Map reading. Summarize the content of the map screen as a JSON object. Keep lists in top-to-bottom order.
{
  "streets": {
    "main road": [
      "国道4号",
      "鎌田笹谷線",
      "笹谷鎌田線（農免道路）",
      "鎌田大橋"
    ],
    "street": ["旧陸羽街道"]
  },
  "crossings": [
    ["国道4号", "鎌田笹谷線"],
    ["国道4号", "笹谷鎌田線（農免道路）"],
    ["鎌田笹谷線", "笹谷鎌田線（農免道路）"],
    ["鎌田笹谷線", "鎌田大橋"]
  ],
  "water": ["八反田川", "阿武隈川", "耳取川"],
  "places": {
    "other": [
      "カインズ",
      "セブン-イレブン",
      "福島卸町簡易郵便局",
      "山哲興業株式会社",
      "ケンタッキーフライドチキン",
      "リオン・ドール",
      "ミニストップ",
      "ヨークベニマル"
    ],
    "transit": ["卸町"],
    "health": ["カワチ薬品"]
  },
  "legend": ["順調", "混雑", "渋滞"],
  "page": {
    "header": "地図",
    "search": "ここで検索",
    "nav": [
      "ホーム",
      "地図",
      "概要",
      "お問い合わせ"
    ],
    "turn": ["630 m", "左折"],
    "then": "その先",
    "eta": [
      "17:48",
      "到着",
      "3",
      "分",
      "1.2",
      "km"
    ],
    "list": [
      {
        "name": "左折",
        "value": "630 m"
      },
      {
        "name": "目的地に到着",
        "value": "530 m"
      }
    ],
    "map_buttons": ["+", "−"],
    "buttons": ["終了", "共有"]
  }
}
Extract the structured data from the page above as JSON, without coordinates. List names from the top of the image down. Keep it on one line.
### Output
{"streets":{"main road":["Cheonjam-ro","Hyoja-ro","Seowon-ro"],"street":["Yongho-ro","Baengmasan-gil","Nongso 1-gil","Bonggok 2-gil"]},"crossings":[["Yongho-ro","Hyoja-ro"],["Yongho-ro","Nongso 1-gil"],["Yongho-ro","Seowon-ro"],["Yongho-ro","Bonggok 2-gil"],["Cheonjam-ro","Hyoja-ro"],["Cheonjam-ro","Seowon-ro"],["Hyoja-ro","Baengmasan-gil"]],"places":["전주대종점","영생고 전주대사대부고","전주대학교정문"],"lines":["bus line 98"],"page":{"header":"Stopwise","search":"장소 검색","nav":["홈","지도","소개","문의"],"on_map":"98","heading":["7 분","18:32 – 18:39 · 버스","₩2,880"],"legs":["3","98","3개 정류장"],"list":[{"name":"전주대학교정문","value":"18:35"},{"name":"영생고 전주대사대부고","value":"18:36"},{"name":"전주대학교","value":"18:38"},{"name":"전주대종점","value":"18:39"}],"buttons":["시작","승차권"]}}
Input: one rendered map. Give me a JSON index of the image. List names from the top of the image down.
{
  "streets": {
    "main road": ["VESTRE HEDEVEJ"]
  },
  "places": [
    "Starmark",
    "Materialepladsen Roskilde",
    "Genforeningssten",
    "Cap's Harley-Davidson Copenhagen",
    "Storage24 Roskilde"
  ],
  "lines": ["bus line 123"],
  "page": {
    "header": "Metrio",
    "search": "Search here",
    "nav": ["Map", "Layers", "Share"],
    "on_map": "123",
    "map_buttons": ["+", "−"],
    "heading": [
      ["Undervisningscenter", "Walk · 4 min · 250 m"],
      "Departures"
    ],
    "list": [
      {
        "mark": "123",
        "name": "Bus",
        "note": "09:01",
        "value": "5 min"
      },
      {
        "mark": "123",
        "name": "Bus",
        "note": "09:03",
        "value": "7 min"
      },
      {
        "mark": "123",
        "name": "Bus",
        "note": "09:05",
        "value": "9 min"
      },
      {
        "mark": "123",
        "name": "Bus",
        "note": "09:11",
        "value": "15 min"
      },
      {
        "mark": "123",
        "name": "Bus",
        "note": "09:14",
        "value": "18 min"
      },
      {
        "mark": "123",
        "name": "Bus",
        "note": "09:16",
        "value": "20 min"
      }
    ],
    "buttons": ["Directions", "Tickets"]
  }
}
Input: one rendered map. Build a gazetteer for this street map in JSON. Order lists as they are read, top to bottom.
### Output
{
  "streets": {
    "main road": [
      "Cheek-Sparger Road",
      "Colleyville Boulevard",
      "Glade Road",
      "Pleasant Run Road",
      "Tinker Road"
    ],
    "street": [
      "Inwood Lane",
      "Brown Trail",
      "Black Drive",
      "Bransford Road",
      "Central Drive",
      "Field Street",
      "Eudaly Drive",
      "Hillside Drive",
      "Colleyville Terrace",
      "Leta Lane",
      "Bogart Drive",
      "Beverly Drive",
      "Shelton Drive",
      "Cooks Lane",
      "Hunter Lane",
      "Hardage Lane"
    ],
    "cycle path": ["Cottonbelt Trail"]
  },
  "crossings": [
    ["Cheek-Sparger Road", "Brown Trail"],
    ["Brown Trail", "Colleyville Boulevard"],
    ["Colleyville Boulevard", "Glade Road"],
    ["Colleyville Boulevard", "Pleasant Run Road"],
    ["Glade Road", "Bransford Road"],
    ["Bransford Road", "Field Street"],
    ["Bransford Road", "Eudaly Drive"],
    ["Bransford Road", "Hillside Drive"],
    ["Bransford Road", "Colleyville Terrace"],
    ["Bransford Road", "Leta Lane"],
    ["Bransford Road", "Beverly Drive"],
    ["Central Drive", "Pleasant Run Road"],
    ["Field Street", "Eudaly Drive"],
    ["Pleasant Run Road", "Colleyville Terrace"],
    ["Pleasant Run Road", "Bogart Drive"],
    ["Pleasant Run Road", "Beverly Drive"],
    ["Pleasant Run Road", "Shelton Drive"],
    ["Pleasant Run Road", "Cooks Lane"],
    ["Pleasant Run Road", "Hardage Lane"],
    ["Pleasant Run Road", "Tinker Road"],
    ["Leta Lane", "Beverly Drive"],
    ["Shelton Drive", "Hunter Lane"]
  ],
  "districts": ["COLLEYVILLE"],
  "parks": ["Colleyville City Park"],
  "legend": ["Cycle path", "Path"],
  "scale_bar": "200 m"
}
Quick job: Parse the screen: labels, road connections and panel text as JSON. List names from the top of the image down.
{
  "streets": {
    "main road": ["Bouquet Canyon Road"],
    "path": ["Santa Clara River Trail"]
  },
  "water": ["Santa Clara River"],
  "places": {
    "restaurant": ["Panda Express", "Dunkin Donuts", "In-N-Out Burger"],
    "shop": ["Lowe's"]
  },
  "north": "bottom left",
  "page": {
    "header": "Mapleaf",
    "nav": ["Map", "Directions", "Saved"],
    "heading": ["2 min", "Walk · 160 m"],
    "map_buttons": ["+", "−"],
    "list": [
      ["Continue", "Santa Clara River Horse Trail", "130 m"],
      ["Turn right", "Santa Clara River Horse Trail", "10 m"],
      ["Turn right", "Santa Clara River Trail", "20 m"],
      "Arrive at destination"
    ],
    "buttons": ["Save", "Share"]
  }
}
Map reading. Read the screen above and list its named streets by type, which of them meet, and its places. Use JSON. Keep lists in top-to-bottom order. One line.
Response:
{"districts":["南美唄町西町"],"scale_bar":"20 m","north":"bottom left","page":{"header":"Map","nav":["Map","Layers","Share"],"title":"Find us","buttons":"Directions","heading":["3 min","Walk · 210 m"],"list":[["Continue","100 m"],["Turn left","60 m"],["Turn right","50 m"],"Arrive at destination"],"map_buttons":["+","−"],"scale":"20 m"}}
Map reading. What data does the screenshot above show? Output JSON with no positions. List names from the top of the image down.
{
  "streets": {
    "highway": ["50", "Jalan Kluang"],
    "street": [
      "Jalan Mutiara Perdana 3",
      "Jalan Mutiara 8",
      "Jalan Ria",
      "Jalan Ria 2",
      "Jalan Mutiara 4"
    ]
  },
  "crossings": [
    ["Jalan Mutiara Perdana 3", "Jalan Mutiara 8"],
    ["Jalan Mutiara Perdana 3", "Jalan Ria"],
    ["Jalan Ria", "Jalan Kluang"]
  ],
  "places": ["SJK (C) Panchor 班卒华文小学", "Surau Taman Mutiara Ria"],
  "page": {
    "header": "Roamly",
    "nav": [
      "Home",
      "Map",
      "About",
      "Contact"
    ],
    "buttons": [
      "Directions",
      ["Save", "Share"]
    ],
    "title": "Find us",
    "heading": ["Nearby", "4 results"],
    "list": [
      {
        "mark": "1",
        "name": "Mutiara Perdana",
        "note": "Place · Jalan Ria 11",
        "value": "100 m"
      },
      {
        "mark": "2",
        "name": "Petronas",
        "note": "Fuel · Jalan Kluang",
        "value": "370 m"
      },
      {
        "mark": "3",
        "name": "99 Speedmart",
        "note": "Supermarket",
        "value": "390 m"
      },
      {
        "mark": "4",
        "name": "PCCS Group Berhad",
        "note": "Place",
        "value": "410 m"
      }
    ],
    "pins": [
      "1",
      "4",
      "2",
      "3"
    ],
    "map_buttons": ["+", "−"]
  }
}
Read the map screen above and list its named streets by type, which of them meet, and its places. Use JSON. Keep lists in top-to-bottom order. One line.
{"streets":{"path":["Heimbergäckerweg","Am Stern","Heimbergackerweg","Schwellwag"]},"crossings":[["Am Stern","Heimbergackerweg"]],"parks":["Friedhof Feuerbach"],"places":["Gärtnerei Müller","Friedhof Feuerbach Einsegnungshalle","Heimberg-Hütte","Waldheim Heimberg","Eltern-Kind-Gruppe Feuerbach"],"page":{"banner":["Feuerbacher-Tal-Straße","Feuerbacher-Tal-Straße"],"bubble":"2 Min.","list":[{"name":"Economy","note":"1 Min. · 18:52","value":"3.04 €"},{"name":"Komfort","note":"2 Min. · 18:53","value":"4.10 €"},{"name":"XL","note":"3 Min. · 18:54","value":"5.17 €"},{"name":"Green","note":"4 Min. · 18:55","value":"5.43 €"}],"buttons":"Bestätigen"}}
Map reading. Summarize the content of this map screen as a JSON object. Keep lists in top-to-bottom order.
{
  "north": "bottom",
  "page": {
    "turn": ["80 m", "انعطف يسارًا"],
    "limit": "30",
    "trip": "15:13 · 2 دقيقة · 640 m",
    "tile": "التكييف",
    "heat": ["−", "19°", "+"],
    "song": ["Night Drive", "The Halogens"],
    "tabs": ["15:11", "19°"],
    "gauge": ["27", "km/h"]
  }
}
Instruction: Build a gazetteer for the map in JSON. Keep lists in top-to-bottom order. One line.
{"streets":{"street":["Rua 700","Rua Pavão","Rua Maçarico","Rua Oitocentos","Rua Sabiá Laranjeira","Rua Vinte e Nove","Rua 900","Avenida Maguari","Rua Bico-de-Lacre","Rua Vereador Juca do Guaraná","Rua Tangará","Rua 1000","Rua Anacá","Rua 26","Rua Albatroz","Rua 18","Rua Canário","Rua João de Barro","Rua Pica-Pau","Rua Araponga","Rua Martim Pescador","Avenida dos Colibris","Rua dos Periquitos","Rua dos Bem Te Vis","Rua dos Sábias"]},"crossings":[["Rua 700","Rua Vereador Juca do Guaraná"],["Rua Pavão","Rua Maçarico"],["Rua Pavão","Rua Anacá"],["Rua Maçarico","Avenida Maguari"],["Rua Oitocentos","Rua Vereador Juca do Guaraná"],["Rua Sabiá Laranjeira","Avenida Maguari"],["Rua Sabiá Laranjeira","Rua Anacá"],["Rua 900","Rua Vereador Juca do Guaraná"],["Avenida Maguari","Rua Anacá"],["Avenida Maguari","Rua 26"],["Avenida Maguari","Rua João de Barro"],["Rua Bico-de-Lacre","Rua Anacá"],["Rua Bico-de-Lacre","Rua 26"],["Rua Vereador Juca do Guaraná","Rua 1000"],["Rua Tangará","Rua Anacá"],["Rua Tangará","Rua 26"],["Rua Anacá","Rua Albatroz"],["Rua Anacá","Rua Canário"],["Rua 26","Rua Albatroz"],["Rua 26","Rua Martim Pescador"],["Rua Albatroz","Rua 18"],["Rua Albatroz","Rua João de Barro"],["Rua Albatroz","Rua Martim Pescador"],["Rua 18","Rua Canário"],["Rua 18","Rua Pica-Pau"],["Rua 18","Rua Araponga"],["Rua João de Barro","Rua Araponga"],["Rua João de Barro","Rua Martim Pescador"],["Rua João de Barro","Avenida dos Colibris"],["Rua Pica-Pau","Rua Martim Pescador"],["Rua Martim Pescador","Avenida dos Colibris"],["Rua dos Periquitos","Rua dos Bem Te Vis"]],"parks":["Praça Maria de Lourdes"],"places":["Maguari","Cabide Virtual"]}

* _BRIEF_
Whichever lines of the records above hold the word "Glade" should all be copied out.

* _RESPONSE_
      "Glade Road",
    ["Colleyville Boulevard", "Glade Road"],
    ["Glade Road", "Bransford Road"],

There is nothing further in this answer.